§ TRY IT
Every line below should be copied out exactly.
───── RECORD SET
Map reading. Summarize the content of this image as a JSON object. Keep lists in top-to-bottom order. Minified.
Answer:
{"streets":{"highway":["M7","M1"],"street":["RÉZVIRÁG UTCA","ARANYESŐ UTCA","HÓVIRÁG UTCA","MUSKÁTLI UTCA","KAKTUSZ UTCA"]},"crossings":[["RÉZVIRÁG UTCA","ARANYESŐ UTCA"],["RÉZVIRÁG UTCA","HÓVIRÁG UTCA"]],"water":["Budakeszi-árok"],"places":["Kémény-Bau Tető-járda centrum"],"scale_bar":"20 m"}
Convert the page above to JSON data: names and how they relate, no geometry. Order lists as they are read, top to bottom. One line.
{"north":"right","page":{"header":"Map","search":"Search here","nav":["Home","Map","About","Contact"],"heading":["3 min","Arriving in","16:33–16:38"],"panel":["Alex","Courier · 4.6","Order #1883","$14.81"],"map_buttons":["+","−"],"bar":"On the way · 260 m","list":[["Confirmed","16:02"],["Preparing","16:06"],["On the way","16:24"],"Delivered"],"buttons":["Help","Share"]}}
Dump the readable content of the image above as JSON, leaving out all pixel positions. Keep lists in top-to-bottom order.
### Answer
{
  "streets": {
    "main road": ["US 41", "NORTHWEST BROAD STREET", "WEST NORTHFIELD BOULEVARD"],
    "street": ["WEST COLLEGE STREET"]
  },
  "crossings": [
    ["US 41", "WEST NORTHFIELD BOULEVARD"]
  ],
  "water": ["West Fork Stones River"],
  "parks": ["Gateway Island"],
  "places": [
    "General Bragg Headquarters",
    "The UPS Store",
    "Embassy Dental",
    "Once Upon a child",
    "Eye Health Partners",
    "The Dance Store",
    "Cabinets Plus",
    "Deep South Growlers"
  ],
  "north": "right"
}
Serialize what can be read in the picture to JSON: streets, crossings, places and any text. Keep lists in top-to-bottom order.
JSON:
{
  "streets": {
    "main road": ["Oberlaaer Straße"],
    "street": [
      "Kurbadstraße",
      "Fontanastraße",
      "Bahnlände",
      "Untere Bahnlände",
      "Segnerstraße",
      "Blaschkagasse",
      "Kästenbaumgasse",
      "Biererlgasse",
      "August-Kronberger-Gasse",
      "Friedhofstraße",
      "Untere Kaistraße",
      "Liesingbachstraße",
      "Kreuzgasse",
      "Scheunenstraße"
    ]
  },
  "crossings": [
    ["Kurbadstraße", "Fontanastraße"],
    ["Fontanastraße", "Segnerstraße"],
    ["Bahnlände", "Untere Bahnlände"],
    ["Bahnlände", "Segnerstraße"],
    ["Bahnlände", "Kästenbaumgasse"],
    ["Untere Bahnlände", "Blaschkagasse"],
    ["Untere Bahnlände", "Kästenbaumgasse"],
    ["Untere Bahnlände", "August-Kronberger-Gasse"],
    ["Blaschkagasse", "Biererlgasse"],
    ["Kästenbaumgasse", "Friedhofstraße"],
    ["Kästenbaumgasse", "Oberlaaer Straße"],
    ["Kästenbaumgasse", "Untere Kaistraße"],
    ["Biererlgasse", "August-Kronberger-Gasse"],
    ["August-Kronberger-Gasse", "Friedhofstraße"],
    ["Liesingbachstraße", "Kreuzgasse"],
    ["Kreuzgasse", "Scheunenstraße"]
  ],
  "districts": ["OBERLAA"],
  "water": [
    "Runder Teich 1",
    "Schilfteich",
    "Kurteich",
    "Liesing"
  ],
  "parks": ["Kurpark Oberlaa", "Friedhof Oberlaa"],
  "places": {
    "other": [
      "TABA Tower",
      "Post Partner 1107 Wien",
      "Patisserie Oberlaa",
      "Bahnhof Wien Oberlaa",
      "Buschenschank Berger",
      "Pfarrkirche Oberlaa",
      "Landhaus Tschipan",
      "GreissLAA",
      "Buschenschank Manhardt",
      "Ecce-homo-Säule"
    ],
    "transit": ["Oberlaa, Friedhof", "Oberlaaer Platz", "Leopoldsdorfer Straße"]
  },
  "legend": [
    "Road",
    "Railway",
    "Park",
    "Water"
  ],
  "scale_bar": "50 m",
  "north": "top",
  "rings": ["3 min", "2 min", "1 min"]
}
──────────
§ ANSWER TO THIS TASK
Map reading. Summarize the content of this image as a JSON object. Keep lists in top-to-bottom order. Minified.
Answer:
{"streets":{"highway":["M7","M1"],"street":["RÉZVIRÁG UTCA","ARANYESŐ UTCA","HÓVIRÁG UTCA","MUSKÁTLI UTCA","KAKTUSZ UTCA"]},"crossings":[["RÉZVIRÁG UTCA","ARANYESŐ UTCA"],["RÉZVIRÁG UTCA","HÓVIRÁG UTCA"]],"water":["Budakeszi-árok"],"places":["Kémény-Bau Tető-járda centrum"],"scale_bar":"20 m"}
Convert the page above to JSON data: names and how they relate, no geometry. Order lists as they are read, top to bottom. One line.
{"north":"right","page":{"header":"Map","search":"Search here","nav":["Home","Map","About","Contact"],"heading":["3 min","Arriving in","16:33–16:38"],"panel":["Alex","Courier · 4.6","Order #1883","$14.81"],"map_buttons":["+","−"],"bar":"On the way · 260 m","list":[["Confirmed","16:02"],["Preparing","16:06"],["On the way","16:24"],"Delivered"],"buttons":["Help","Share"]}}
Dump the readable content of the image above as JSON, leaving out all pixel positions. Keep lists in top-to-bottom order.
### Answer
{
  "streets": {
    "main road": ["US 41", "NORTHWEST BROAD STREET", "WEST NORTHFIELD BOULEVARD"],
    "street": ["WEST COLLEGE STREET"]
  },
  "crossings": [
    ["US 41", "WEST NORTHFIELD BOULEVARD"]
  ],
  "water": ["West Fork Stones River"],
  "parks": ["Gateway Island"],
  "places": [
    "General Bragg Headquarters",
    "The UPS Store",
    "Embassy Dental",
    "Once Upon a child",
    "Eye Health Partners",
    "The Dance Store",
    "Cabinets Plus",
    "Deep South Growlers"
  ],
  "north": "right"
}
Serialize what can be read in the picture to JSON: streets, crossings, places and any text. Keep lists in top-to-bottom order.
JSON:
{
  "streets": {
    "main road": ["Oberlaaer Straße"],
    "street": [
      "Kurbadstraße",
      "Fontanastraße",
      "Bahnlände",
      "Untere Bahnlände",
      "Segnerstraße",
      "Blaschkagasse",
      "Kästenbaumgasse",
      "Biererlgasse",
      "August-Kronberger-Gasse",
      "Friedhofstraße",
      "Untere Kaistraße",
      "Liesingbachstraße",
      "Kreuzgasse",
      "Scheunenstraße"
    ]
  },
  "crossings": [
    ["Kurbadstraße", "Fontanastraße"],
    ["Fontanastraße", "Segnerstraße"],
    ["Bahnlände", "Untere Bahnlände"],
    ["Bahnlände", "Segnerstraße"],
    ["Bahnlände", "Kästenbaumgasse"],
    ["Untere Bahnlände", "Blaschkagasse"],
    ["Untere Bahnlände", "Kästenbaumgasse"],
    ["Untere Bahnlände", "August-Kronberger-Gasse"],
    ["Blaschkagasse", "Biererlgasse"],
    ["Kästenbaumgasse", "Friedhofstraße"],
    ["Kästenbaumgasse", "Oberlaaer Straße"],
    ["Kästenbaumgasse", "Untere Kaistraße"],
    ["Biererlgasse", "August-Kronberger-Gasse"],
    ["August-Kronberger-Gasse", "Friedhofstraße"],
    ["Liesingbachstraße", "Kreuzgasse"],
    ["Kreuzgasse", "Scheunenstraße"]
  ],
  "districts": ["OBERLAA"],
  "water": [
    "Runder Teich 1",
    "Schilfteich",
    "Kurteich",
    "Liesing"
  ],
  "parks": ["Kurpark Oberlaa", "Friedhof Oberlaa"],
  "places": {
    "other": [
      "TABA Tower",
      "Post Partner 1107 Wien",
      "Patisserie Oberlaa",
      "Bahnhof Wien Oberlaa",
      "Buschenschank Berger",
      "Pfarrkirche Oberlaa",
      "Landhaus Tschipan",
      "GreissLAA",
      "Buschenschank Manhardt",
      "Ecce-homo-Säule"
    ],
    "transit": ["Oberlaa, Friedhof", "Oberlaaer Platz", "Leopoldsdorfer Straße"]
  },
  "legend": [
    "Road",
    "Railway",
    "Park",
    "Water"
  ],
  "scale_bar": "50 m",
  "north": "top",
  "rings": ["3 min", "2 min", "1 min"]
}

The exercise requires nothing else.